INTERAKSI.CO, Jakarta – Menteri Pekerjaan Umum Dody Hanggodo menilai proses pemulihan pascabencana banjir dan longsor di Provinsi Sumatera Utara, Sumatera Barat, dan Aceh membutuhkan waktu yang cukup panjang.
Pemerintah memperkirakan pemulihan penuh baru dapat tercapai dalam kurun waktu dua hingga tiga tahun ke depan.
Hal tersebut disampaikan Dody saat memberikan keterangan kepada media dalam taklimat perkembangan penanganan bencana di Kantor Kementerian Pekerjaan Umum, Jakarta, Jumat.
Ia menjelaskan bahwa secara optimistis pemulihan dapat selesai dalam dua tahun, namun pemerintah menyiapkan perencanaan hingga tiga tahun untuk memastikan seluruh proses berjalan tuntas.
Baca juga: Presiden Prabowo Koreksi Desain IKN, Fokus Atasi Panas dan Antisipasi Karhutla
Menurut Dody, lamanya waktu pemulihan dipengaruhi oleh banyaknya infrastruktur yang terdampak, mulai dari jalan, jembatan, hingga sistem sumber daya air. Sejumlah pekerjaan fisik memerlukan waktu lama karena tidak bisa dilakukan secara instan.
Ia mencontohkan pembangunan sabo dam dan cek dam yang harus dilakukan secara bertahap. Selain itu, perbaikan ruas Tarutung menuju Sibolga serta pemulihan Jalan Tol Lembah Anai juga membutuhkan waktu yang cukup panjang, bahkan diperkirakan mencapai satu hingga dua tahun.
Dody menegaskan bahwa prioritas utama pemerintah saat ini adalah memastikan masyarakat dapat kembali menjalani aktivitas normal, khususnya dengan membuka akses wilayah yang sempat terisolasi akibat bencana.
Ia menekankan bahwa tidak boleh ada desa yang terputus aksesnya. Oleh karena itu, pembukaan konektivitas menjadi fokus utama pada tahap awal pemulihan.
Seiring berjalannya waktu, perbaikan jalan dan jembatan nasional terus menunjukkan progres. Berdasarkan laporan terbaru pada hari ke lima puluh dua pascabencana, seluruh jalan dan jembatan nasional yang terdampak telah kembali berfungsi secara fungsional.

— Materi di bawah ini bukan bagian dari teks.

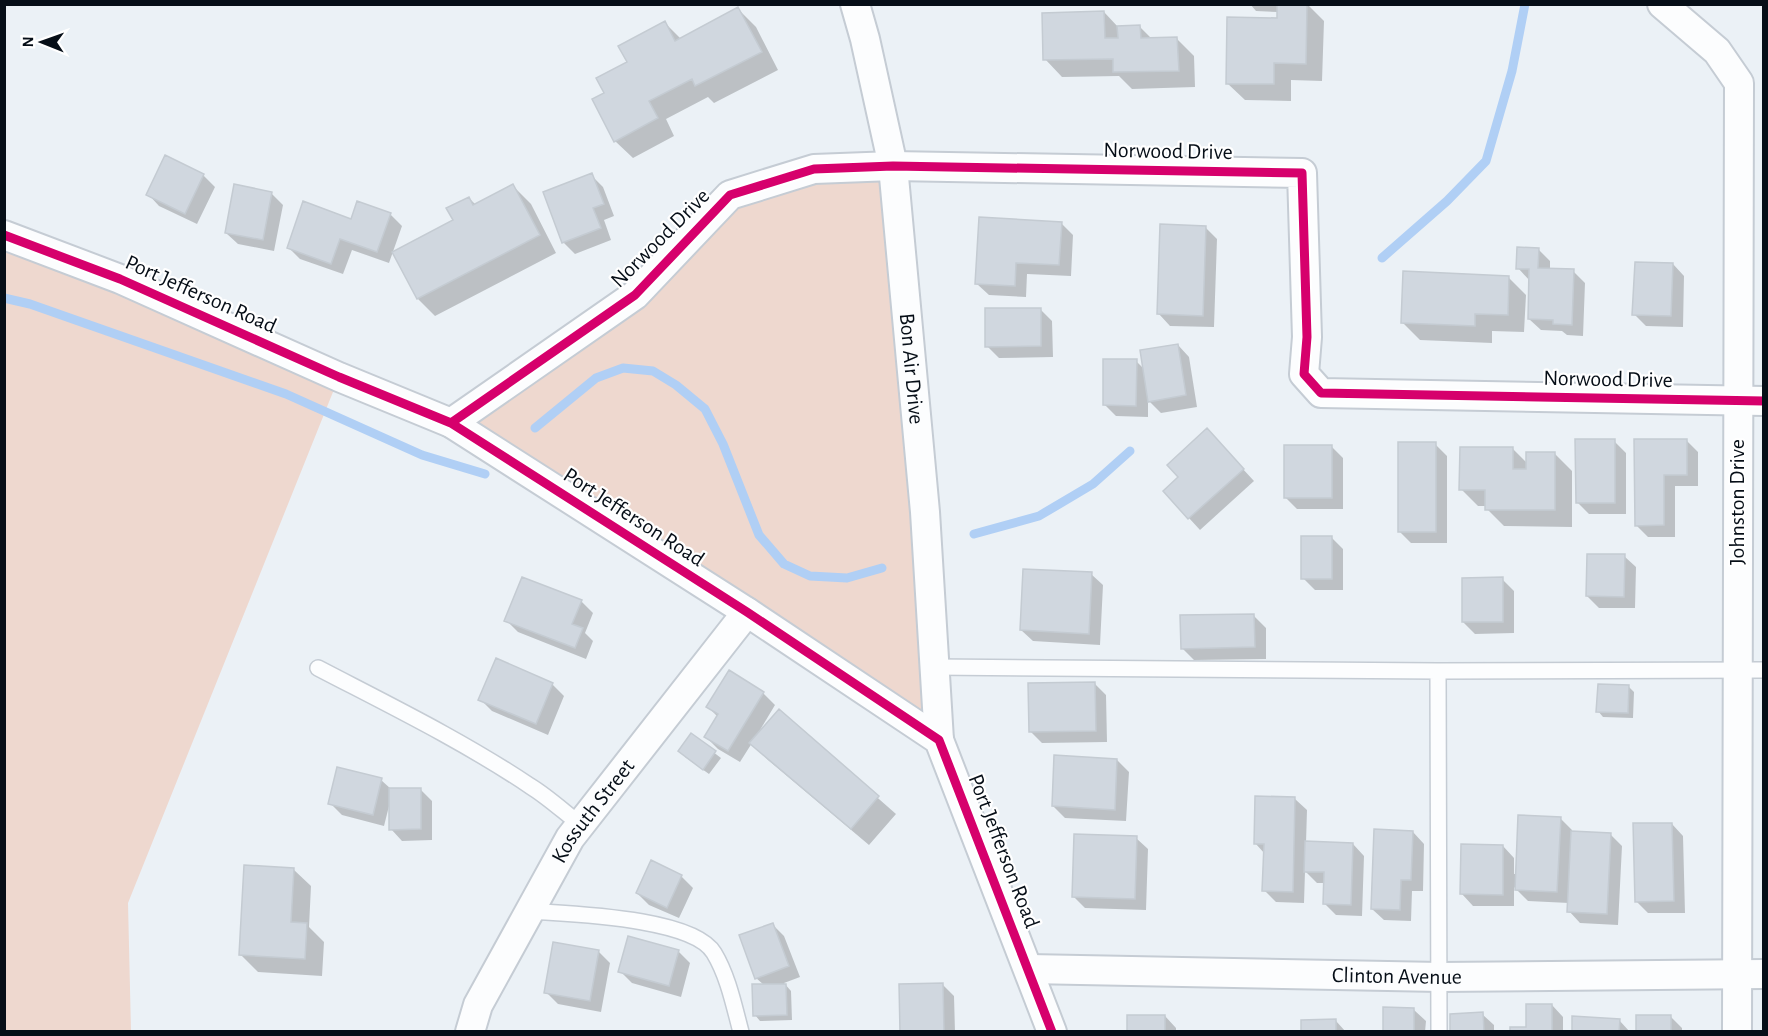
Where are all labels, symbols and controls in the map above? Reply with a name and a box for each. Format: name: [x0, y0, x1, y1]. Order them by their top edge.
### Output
north arrow: [12, 12, 72, 72]
text: N: [20, 36, 36, 47]
street label: Norwood Drive: [1103, 139, 1233, 163]
street label: Norwood Drive: [606, 184, 714, 292]
street label: Port Jefferson Road: [122, 251, 280, 337]
street label: Bon Air Drive: [896, 312, 928, 425]
street label: Norwood Drive: [1543, 367, 1673, 391]
street label: Johnston Drive: [1726, 439, 1748, 565]
street label: Port Jefferson Road: [560, 463, 708, 571]
street label: Kossuth Street: [547, 755, 639, 867]
street label: Port Jefferson Road: [965, 771, 1043, 931]
street label: Clinton Avenue: [1332, 964, 1462, 988]

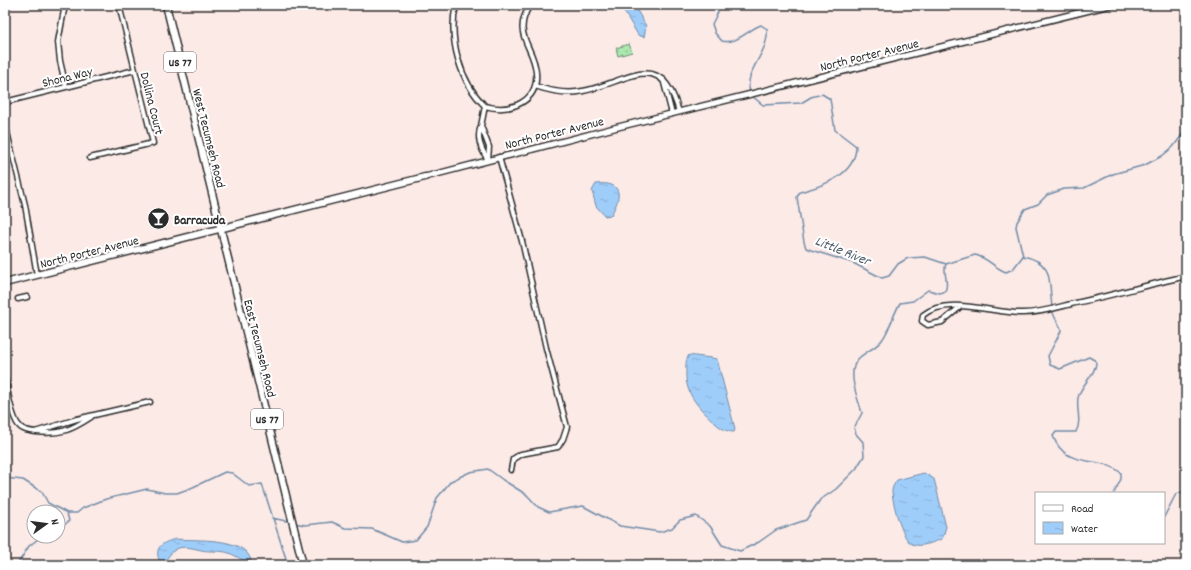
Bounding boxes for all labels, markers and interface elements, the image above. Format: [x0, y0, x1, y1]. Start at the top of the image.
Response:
street label: North Porter Avenue [818, 35, 921, 78]
road number: US 77 [164, 52, 196, 72]
street label: Shona Way [40, 63, 96, 94]
street label: Dollina Court [134, 70, 168, 137]
street label: West Tecumseh Road [186, 87, 229, 190]
street label: North Porter Avenue [503, 113, 606, 156]
bar icon: Barracuda [146, 206, 172, 232]
place label: Barracuda [174, 212, 226, 231]
street label: North Porter Avenue [38, 232, 141, 275]
water label: Little River [812, 232, 875, 273]
street label: East Tecumseh Road [237, 298, 280, 400]
road number: US 77 [251, 409, 283, 429]
legend [1035, 492, 1165, 544]
text: Road [1071, 501, 1093, 518]
north arrow [26, 504, 66, 544]
text: N [45, 517, 62, 527]
text: Water [1071, 521, 1098, 538]

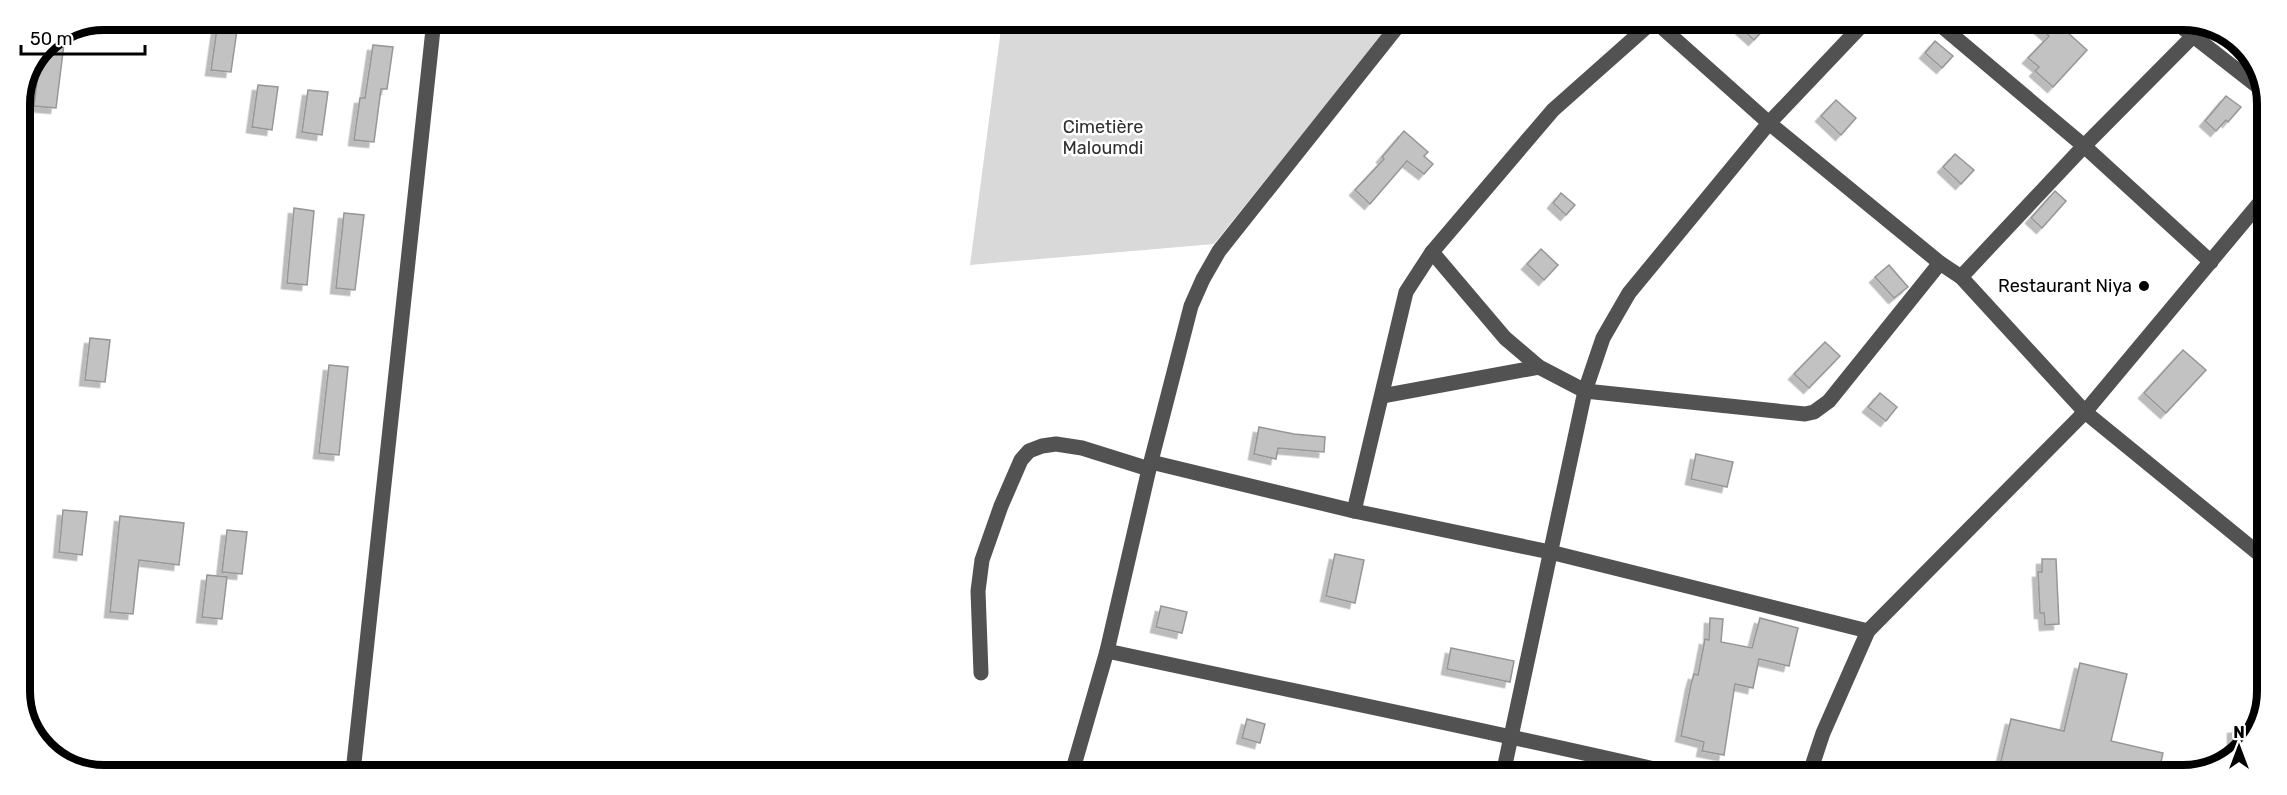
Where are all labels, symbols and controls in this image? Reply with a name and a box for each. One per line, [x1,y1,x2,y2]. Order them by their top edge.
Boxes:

Tercatat sebanyak 99 ruas jalan nasional dan 33 jembatan nasional sebelumnya mengalami kerusakan atau terputus. Kini seluruhnya sudah dapat dilalui, meski sebagian masih menggunakan konstruksi sementara.
Meski demikian, tantangan terbesar justru berada di tingkat daerah. Dody menyebut masih terdapat ribuan infrastruktur daerah yang belum tertangani sepenuhnya.
Saat ini pemerintah masih memfokuskan perhatian pada jalan dan jembatan kabupaten serta desa. Tercatat sekitar dua ribu ruas jalan dan jembatan daerah masih dalam kondisi terputus atau rusak berat.
Secara keseluruhan, infrastruktur daerah yang terdampak bencana mencapai 2.710 unit, terdiri dari sekitar 1.900 ruas jalan daerah dan 753 jembatan daerah.
Hingga kini, sekitar 72 persen jalan daerah telah kembali berfungsi secara fungsional. Sementara itu, penanganan jembatan daerah masih terbatas, dengan capaian baru sekitar 12 persen.
Pemerintah memastikan proses pemulihan akan terus dipercepat secara bertahap dengan mempertimbangkan keselamatan, kondisi geografis, serta ketersediaan anggaran agar aktivitas masyarakat dapat kembali normal secara berkelanjutan.